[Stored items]
_ _ _ _ _

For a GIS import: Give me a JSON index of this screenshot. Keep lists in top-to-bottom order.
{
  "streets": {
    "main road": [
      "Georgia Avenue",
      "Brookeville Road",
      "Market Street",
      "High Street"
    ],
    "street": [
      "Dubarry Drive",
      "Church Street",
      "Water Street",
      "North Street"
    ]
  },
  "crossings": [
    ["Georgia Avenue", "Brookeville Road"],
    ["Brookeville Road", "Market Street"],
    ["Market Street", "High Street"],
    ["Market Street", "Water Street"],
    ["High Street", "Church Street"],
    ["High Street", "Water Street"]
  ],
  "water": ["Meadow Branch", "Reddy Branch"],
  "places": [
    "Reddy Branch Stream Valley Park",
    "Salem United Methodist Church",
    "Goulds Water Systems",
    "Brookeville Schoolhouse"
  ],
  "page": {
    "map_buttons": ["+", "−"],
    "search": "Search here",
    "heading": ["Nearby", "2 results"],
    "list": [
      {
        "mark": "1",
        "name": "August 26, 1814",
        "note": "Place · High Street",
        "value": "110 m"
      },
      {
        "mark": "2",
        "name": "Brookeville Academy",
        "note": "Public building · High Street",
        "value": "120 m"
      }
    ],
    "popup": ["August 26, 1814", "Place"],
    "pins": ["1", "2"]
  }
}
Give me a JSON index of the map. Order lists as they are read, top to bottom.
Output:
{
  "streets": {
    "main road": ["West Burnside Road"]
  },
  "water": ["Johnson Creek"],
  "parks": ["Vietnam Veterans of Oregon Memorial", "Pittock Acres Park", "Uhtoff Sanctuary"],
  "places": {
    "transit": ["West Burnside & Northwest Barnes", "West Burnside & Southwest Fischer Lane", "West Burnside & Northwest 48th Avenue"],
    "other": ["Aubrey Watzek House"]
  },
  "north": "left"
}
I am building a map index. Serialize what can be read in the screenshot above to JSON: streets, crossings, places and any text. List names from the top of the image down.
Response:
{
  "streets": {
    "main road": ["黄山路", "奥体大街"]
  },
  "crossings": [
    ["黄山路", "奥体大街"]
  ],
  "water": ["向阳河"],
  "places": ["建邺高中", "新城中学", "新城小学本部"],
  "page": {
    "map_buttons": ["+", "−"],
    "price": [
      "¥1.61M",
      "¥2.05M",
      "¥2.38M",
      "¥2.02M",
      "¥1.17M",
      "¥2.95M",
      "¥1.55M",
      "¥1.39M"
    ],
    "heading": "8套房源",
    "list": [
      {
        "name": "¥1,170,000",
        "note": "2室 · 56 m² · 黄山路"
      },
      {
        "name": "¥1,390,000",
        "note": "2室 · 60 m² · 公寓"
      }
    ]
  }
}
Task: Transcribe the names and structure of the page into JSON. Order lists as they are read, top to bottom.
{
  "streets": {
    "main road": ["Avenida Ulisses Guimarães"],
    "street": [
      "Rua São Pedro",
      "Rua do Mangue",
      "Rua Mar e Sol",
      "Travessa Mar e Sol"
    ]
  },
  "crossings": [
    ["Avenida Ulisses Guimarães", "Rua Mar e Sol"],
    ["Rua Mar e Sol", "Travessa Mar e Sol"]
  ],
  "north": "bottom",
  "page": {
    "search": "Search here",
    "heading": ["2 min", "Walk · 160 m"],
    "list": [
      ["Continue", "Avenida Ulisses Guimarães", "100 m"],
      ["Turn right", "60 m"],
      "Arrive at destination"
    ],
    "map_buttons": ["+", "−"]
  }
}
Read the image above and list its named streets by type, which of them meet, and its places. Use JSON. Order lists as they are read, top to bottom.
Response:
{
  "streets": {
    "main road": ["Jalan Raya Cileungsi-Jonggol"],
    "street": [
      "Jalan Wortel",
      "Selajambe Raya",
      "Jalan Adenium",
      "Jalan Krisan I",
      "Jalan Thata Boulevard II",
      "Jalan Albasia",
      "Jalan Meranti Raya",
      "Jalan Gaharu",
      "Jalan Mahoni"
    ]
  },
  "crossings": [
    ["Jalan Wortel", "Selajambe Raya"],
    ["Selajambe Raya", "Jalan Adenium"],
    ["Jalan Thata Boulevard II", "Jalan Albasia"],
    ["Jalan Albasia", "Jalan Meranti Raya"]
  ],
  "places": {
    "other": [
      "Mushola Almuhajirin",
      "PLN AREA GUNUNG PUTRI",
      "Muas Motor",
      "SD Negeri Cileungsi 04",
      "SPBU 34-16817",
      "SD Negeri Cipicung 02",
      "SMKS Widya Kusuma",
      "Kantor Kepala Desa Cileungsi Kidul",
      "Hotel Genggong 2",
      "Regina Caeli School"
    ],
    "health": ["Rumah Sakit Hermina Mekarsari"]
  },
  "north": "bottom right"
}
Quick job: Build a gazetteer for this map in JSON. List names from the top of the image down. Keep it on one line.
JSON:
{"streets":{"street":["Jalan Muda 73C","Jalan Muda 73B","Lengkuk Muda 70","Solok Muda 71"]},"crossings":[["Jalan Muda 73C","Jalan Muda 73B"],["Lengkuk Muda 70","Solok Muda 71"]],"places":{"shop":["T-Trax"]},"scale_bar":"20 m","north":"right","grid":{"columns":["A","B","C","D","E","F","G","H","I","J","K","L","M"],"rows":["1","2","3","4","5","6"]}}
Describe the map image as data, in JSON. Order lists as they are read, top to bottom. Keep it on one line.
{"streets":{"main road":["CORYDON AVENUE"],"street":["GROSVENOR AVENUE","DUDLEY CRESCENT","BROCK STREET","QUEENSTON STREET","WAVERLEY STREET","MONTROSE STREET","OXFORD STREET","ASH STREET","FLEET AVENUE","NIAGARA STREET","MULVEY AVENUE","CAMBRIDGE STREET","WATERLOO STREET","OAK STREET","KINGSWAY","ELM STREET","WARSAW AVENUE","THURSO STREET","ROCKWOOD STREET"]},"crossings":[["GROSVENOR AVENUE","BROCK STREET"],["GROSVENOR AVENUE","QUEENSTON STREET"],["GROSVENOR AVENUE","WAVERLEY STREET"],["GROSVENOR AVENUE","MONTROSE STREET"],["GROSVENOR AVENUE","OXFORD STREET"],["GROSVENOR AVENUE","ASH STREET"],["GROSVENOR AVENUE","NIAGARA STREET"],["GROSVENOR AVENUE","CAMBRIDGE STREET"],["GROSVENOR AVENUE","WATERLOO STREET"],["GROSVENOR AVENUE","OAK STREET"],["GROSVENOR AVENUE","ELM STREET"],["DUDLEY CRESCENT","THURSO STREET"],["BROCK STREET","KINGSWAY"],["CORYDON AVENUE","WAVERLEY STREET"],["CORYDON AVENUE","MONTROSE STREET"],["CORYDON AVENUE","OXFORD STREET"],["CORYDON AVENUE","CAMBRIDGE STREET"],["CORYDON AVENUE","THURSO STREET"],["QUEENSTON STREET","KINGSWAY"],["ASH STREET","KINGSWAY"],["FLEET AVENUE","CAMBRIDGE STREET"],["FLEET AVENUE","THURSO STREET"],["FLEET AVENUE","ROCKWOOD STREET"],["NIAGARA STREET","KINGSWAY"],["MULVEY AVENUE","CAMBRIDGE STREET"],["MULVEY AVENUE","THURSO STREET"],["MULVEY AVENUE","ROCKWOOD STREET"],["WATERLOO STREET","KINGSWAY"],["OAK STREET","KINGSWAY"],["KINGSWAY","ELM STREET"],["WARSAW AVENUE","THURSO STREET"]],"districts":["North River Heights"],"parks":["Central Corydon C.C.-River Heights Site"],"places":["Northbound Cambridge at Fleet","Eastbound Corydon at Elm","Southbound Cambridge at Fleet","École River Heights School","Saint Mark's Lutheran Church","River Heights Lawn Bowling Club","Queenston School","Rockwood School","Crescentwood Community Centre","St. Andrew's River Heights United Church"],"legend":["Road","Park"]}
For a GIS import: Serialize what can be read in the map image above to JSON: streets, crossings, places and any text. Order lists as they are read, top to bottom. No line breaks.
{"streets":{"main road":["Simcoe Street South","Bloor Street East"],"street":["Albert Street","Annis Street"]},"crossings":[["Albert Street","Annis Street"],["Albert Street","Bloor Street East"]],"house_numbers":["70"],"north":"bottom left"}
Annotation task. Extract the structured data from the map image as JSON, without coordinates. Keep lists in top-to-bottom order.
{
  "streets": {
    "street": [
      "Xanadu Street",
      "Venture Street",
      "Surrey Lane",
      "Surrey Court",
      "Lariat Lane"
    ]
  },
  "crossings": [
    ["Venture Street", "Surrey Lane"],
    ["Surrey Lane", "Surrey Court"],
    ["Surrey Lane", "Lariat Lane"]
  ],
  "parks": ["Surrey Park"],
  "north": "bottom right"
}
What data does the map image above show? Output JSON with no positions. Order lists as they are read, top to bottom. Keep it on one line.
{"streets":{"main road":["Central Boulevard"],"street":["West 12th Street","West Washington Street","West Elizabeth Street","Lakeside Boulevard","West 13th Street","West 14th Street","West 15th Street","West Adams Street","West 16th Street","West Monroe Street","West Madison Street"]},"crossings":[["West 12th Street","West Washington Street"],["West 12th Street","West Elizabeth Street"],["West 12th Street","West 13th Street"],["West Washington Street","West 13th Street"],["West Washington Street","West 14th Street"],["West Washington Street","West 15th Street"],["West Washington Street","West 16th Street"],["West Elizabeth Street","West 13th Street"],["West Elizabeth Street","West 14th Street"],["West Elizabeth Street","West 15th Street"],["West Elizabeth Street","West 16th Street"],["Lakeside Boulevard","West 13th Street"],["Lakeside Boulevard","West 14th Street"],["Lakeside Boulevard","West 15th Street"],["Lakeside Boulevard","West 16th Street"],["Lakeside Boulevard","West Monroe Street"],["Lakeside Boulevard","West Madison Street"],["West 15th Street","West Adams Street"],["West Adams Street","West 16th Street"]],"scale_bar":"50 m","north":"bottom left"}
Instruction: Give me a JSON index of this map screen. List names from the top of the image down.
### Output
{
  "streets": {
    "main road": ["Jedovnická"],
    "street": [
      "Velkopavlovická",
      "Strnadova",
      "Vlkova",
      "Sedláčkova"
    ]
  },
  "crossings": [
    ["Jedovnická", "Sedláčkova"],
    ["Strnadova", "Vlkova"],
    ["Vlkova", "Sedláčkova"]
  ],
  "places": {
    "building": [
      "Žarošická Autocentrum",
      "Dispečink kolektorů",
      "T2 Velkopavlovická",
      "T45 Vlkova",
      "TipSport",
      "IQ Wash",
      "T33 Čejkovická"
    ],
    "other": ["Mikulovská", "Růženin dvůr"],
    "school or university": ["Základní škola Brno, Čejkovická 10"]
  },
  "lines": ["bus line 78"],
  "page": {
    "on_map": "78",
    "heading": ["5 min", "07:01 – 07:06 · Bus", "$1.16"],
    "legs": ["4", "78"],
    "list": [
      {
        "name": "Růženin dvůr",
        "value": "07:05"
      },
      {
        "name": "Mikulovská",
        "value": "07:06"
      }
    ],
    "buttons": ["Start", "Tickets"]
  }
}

_ _ _ _ _

* THE TASK
From the entries above, collect every line with the string "data" in it.

* RESPONSE
Describe the map image as data, in JSON. Order lists as they are read, top to bottom. Keep it on one line.
Annotation task. Extract the structured data from the map image as JSON, without coordinates. Keep lists in top-to-bottom order.
What data does the map image above show? Output JSON with no positions. Order lists as they are read, top to bottom. Keep it on one line.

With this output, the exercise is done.